The NLRB’s Emerging, Disastrous Joint-Employer Cases

Franchise businesses provide us food, tax preparation, daycare, and gasoline. Many of us have worked a temporary job or know someone who has. Businesses commonly outsource accounting, human resources, and cleaning. Our cars are manufactured with parts sourced from smaller businesses. Our homes are constructed with subcontractors plumbing the bathrooms and wiring the fixtures. All are at risk from Obama administration overreach to redefine who our employers are.

The National Labor Relations Board recently began hearings for more than 60 consolidated lawsuits brought by several unions and union-affiliated groups against fast-food giant McDonald's and several of its franchisees. The suits claim franchisor McDonald's USA and certain franchisees jointly employed and retaliated against protesting pro-union workers.

The first of three joint-employer hearings began on March 30 in Manhattan, with upcoming hearings in Chicago and Los Angeles. NLRB Administrative Law Judge Lauren Esposito is presiding over all three hearings. Thousands of small businesses — and jobs — are on the line as this rogue federal agency puts on trial many tried-and-true American business practices, including franchising, temporary staffing, outsourcing, sourcing, and contracting.

These practices give businesses a leg up. For example, franchising helps by providing an established brand, marketing and tested business methods. Notably, minority-owned franchise businesses succeed at a rate 44 percent higher than that for non-franchise businesses.

In his influential book, "The Fissured Workplace," U.S. Department of Labor Wage and Hour Administrator David Weil recognizes that these practices help businesses focus on core competencies to achieve productivity gains and tailor goods and services to meet consumer tastes. However, franchising, temporary staffing, contracting and outsourcing make it difficult for workers, through unions, to bargain collectively over wages, safety and benefits, Weil and NLRB General Counsel Richard Griffin claim.

Seeking to curtail these business practices, Griffin writes, "Employees should expect that their bargaining representative be capable of addressing their employment conditions with the entity that realistically has the power to implement those terms." In spite of the 1947 U.S. House Committee Report for the Taft-Hartley Act admonishing the NLRB for giving "employee" "whatever meaning it wished," Weil and Griffin are pushing a radical redefinition of "employee" in order to ease unionization.

Under current law, two businesses are deemed joint employers when they both actually exercise substantial, direct and immediate control over hiring, firing, disciplining, supervising and directing workers. Now Griffin is trying to expand that definition to add indirect control, unexercised potential control and "economic and industrial realities." The change would abandon the present standard's fact-based inquiry for an exercise in hypotheticals. The "realities" criterion is a catch-all category that could ensnare many businesses simply by claiming that an "employer" is essential to collective bargaining.

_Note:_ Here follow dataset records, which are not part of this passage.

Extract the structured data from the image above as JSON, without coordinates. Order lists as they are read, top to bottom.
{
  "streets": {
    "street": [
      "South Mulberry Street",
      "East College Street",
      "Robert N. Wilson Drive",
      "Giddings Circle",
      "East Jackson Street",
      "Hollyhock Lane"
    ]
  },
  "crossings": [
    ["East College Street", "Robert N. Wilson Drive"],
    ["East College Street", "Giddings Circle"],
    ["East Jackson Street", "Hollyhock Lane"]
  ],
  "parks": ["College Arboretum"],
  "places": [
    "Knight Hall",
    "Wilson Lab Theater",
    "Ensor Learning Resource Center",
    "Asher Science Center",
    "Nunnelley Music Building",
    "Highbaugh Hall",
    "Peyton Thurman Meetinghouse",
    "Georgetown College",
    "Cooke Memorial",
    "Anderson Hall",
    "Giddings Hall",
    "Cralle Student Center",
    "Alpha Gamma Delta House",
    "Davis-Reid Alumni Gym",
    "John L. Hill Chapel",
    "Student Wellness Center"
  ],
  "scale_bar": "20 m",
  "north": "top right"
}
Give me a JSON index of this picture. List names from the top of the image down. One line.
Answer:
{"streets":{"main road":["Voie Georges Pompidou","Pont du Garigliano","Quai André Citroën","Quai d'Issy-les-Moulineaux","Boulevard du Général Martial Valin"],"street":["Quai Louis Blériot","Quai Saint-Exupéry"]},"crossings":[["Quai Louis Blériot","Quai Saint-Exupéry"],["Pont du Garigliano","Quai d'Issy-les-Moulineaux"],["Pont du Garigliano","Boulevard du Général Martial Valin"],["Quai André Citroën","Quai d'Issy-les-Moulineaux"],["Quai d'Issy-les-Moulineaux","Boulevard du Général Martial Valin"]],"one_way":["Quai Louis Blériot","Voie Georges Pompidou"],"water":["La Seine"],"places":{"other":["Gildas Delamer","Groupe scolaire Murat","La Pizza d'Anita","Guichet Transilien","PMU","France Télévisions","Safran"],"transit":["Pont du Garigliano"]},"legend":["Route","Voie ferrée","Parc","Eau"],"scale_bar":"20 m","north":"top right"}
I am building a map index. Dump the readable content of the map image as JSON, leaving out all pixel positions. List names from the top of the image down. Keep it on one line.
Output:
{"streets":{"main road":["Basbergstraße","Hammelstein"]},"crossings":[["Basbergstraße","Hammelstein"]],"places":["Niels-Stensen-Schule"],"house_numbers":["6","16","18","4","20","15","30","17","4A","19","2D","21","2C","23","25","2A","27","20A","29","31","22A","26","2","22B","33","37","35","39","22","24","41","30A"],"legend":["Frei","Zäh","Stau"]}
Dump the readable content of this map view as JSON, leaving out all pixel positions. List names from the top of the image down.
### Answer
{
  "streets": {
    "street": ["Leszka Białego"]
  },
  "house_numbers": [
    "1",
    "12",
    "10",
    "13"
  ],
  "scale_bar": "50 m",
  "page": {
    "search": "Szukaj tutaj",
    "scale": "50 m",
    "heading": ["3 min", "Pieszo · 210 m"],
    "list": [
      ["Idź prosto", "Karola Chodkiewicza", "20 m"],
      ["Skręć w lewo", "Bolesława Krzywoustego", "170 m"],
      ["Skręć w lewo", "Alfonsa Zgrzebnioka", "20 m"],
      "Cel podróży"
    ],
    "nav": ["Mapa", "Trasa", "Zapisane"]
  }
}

For a homeowner who hires a painting company, the realities test simply argues that the painters couldn't receive higher wages unless the homeowner was to pay the painting company more. The homeowner would be deemed essential to collective bargaining and thus a joint employer subject to the union's contract with the painting company and liable for paying the painters if the painting company executive were to skip town with the fee.

Under the Griffin-Weil plan, workers for franchisees, staffing agencies, contractors and suppliers would typically be jointly employed by the franchisor, lead company or manufacturer.

Joint employment designation has major consequences.

First, businesses designated as joint employers can be unionized more easily. Unionizing one business forces the other business to the collective bargaining table too.

Second, joint employers can be sued more readily because they share liability for employees' actions. Trial lawyers would have more parties and deeper pockets to sue.

Third, Griffin and Weil intend to give unions "economic weapons" — pickets, protests, and boycotts — which have been prohibited for use against third parties that now stand to be redefined as joint employers. Unions would then be allowed to pressure these third-party businesses into granting union recognition via signed cards rather than secret ballots, giving unions access to business premises, and signing "neutrality" agreements to not oppose union organizing in exchange for unions not deploying these weapons. These attacks can be very effective, because, as Weil notes, "lead (big) businesses are sensitive to reputational attacks."

Fourth, expanding the joint-employer standard could cause big employers to bring in house more services, leaving smaller businesses fewer opportunities.

Weil's purpose is clear: to help unions achieve the "higher wages and benefits that large enterprises typically provide." Weil preaches a "top-focused" strategy attacking industry leaders like McDonald's to bring others in line — despite McDonald's having the best overall compliance record of the top 20 brands.

Regular Americans stand to lose a lot, including choice in the marketplace and job opportunities. Congressional action is needed to bring relief to businesses and workers who would suffer as a result of the NLRB's blatant and unwarranted union advocacy.